Saved entries
....

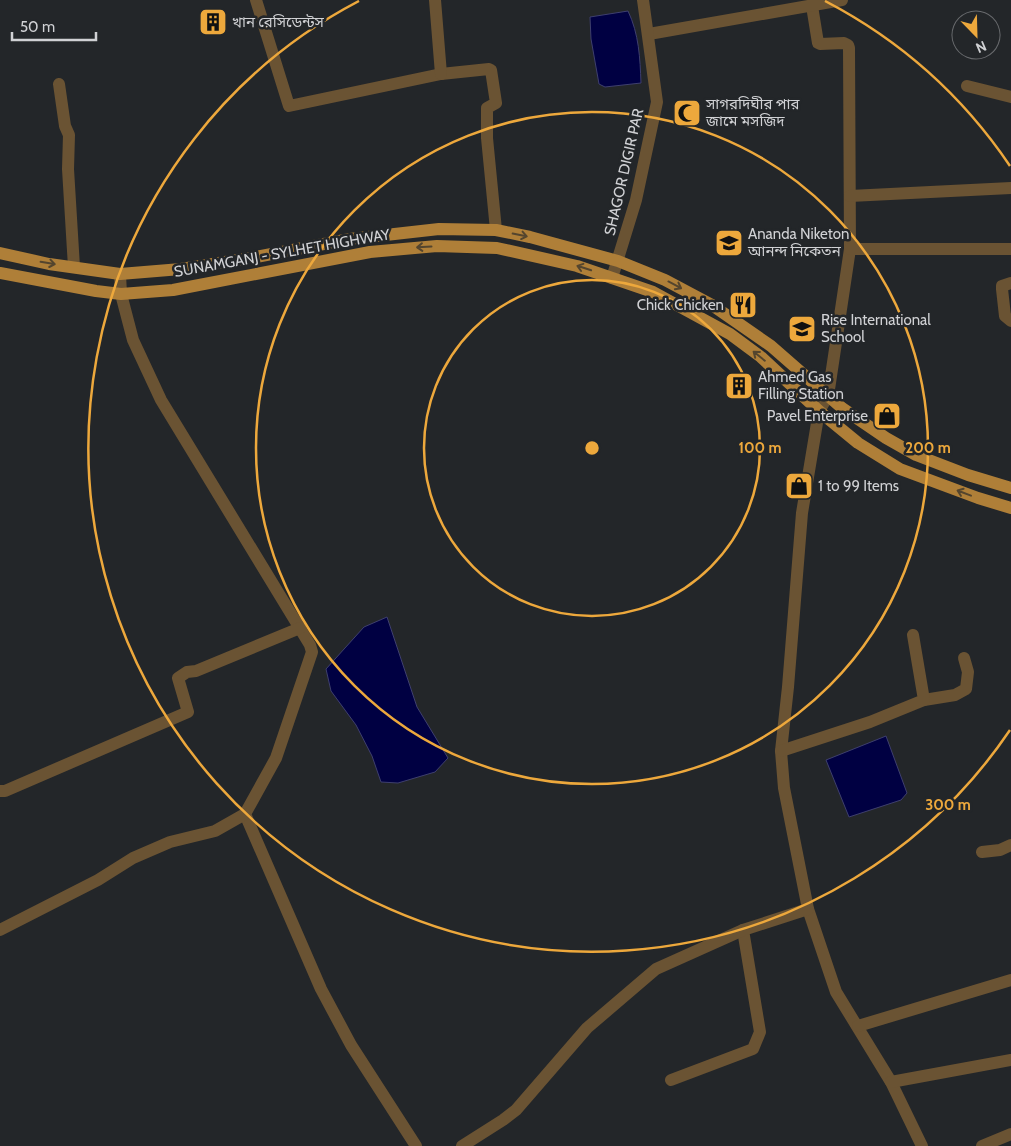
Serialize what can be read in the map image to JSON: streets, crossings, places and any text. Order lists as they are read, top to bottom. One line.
{"streets":{"main road":["SUNAMGANJ - SYLHET HIGHWAY"],"street":["SHAGOR DIGIR PAR"]},"crossings":[["SHAGOR DIGIR PAR","SUNAMGANJ - SYLHET HIGHWAY"]],"places":{"building":["খান রেসিডেন্টস","Ahmed Gas Filling Station"],"mosque":["সাগরদিঘীর পার জামে মসজিদ"],"school or university":["Ananda Niketon আনন্দ নিকেতন","Rise International School"],"restaurant":["Chick Chicken"],"shop":["Pavel Enterprise","1 to 99 Items"]},"scale_bar":"50 m","north":"bottom right","rings":["100 m","200 m","300 m"]}
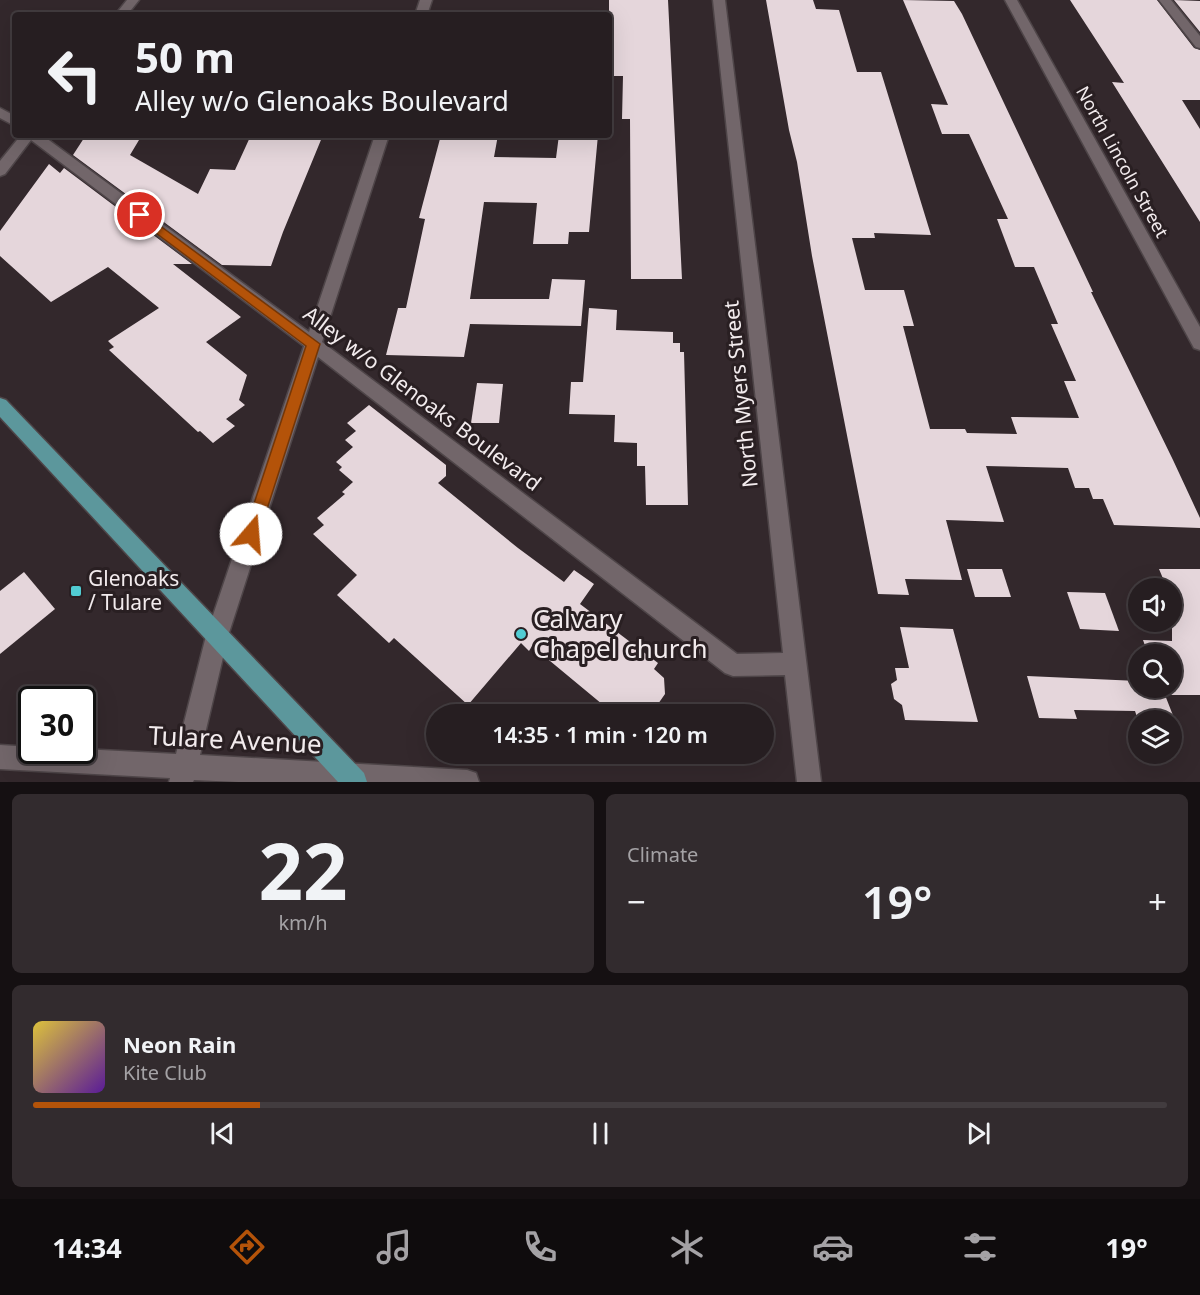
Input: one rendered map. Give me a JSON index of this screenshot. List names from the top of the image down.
{
  "streets": {
    "street": [
      "North Lincoln Street",
      "North Myers Street",
      "Alley w/o Glenoaks Boulevard",
      "Tulare Avenue"
    ]
  },
  "crossings": [
    ["North Myers Street", "Alley w/o Glenoaks Boulevard"]
  ],
  "places": {
    "transit": ["Glenoaks / Tulare"],
    "other": ["Calvary Chapel church"]
  },
  "page": {
    "turn": ["50 m", "Alley w/o Glenoaks Boulevard"],
    "limit": "30",
    "trip": "14:35 · 1 min · 120 m",
    "tile": [
      ["22", "km/h"],
      "Climate"
    ],
    "heat": ["−", "19°", "+"],
    "song": ["Neon Rain", "Kite Club"],
    "tabs": ["14:34", "19°"]
  }
}
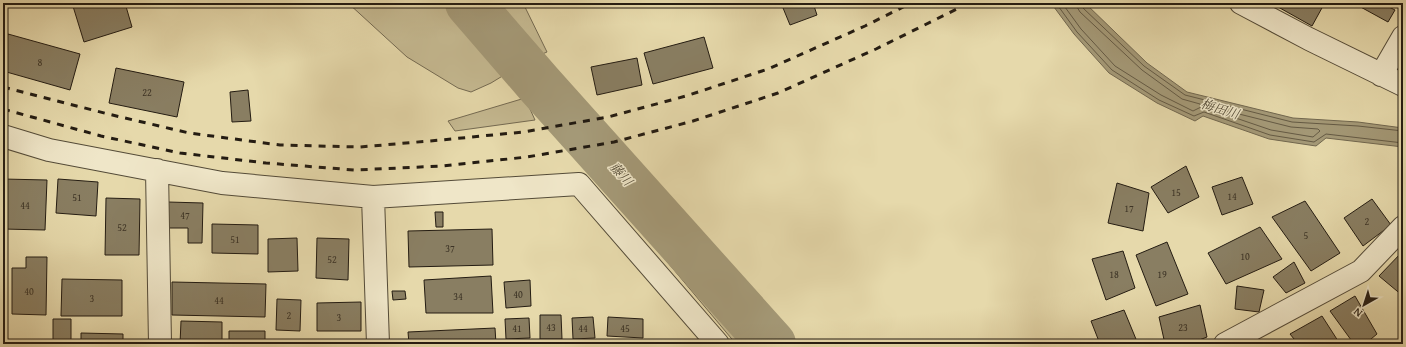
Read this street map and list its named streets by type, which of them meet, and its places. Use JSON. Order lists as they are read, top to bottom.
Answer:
{
  "water": ["梅田川", "藤川"],
  "house_numbers": [
    "8",
    "22",
    "15",
    "14",
    "51",
    "44",
    "17",
    "47",
    "2",
    "52",
    "5",
    "51",
    "37",
    "10",
    "52",
    "18",
    "19",
    "40",
    "40",
    "34",
    "3",
    "44",
    "2",
    "3",
    "43",
    "23",
    "41",
    "44",
    "45"
  ],
  "north": "bottom left"
}
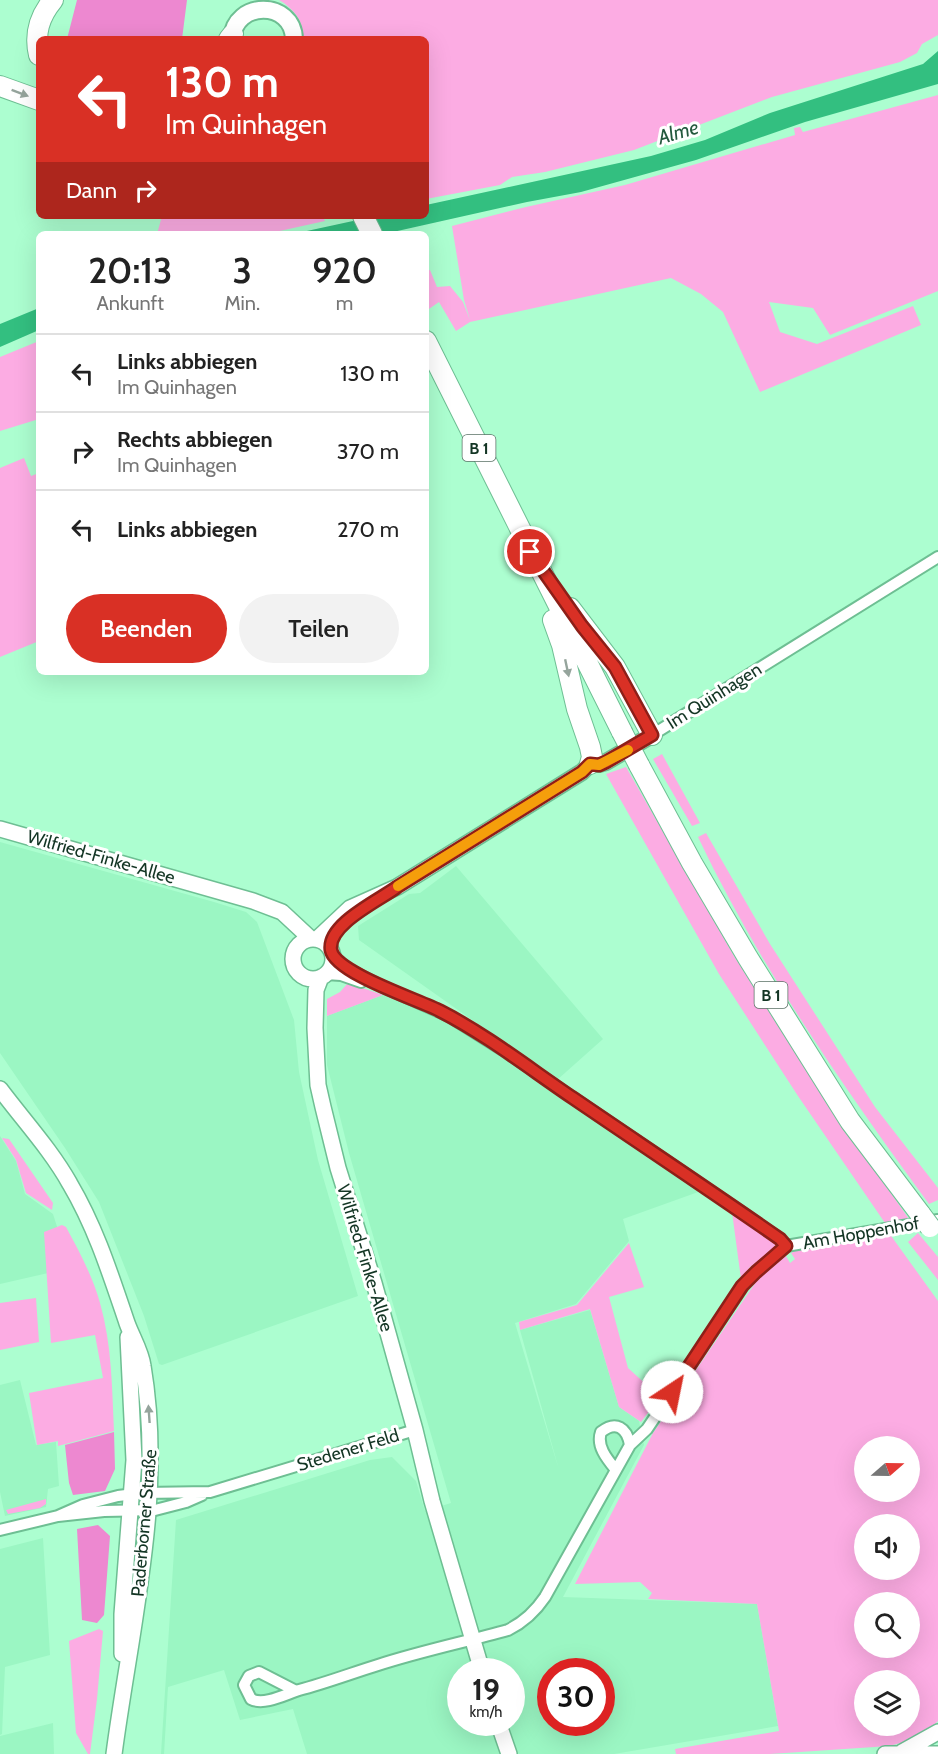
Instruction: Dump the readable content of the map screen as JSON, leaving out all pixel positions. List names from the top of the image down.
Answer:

....

■ **What you are asked to do**
Reproduce the data word for word; no pictures.

■ **Solution below**
Serialize what can be read in the map image to JSON: streets, crossings, places and any text. Order lists as they are read, top to bottom. One line.
{"streets":{"main road":["SUNAMGANJ - SYLHET HIGHWAY"],"street":["SHAGOR DIGIR PAR"]},"crossings":[["SHAGOR DIGIR PAR","SUNAMGANJ - SYLHET HIGHWAY"]],"places":{"building":["খান রেসিডেন্টস","Ahmed Gas Filling Station"],"mosque":["সাগরদিঘীর পার জামে মসজিদ"],"school or university":["Ananda Niketon আনন্দ নিকেতন","Rise International School"],"restaurant":["Chick Chicken"],"shop":["Pavel Enterprise","1 to 99 Items"]},"scale_bar":"50 m","north":"bottom right","rings":["100 m","200 m","300 m"]}
Input: one rendered map. Give me a JSON index of this screenshot. List names from the top of the image down.
{
  "streets": {
    "street": [
      "North Lincoln Street",
      "North Myers Street",
      "Alley w/o Glenoaks Boulevard",
      "Tulare Avenue"
    ]
  },
  "crossings": [
    ["North Myers Street", "Alley w/o Glenoaks Boulevard"]
  ],
  "places": {
    "transit": ["Glenoaks / Tulare"],
    "other": ["Calvary Chapel church"]
  },
  "page": {
    "turn": ["50 m", "Alley w/o Glenoaks Boulevard"],
    "limit": "30",
    "trip": "14:35 · 1 min · 120 m",
    "tile": [
      ["22", "km/h"],
      "Climate"
    ],
    "heat": ["−", "19°", "+"],
    "song": ["Neon Rain", "Kite Club"],
    "tabs": ["14:34", "19°"]
  }
}
Read this street map and list its named streets by type, which of them meet, and its places. Use JSON. Order lists as they are read, top to bottom.
Answer:
{
  "water": ["梅田川", "藤川"],
  "house_numbers": [
    "8",
    "22",
    "15",
    "14",
    "51",
    "44",
    "17",
    "47",
    "2",
    "52",
    "5",
    "51",
    "37",
    "10",
    "52",
    "18",
    "19",
    "40",
    "40",
    "34",
    "3",
    "44",
    "2",
    "3",
    "43",
    "23",
    "41",
    "44",
    "45"
  ],
  "north": "bottom left"
}
Instruction: Dump the readable content of the map screen as JSON, leaving out all pixel positions. List names from the top of the image down.
Answer:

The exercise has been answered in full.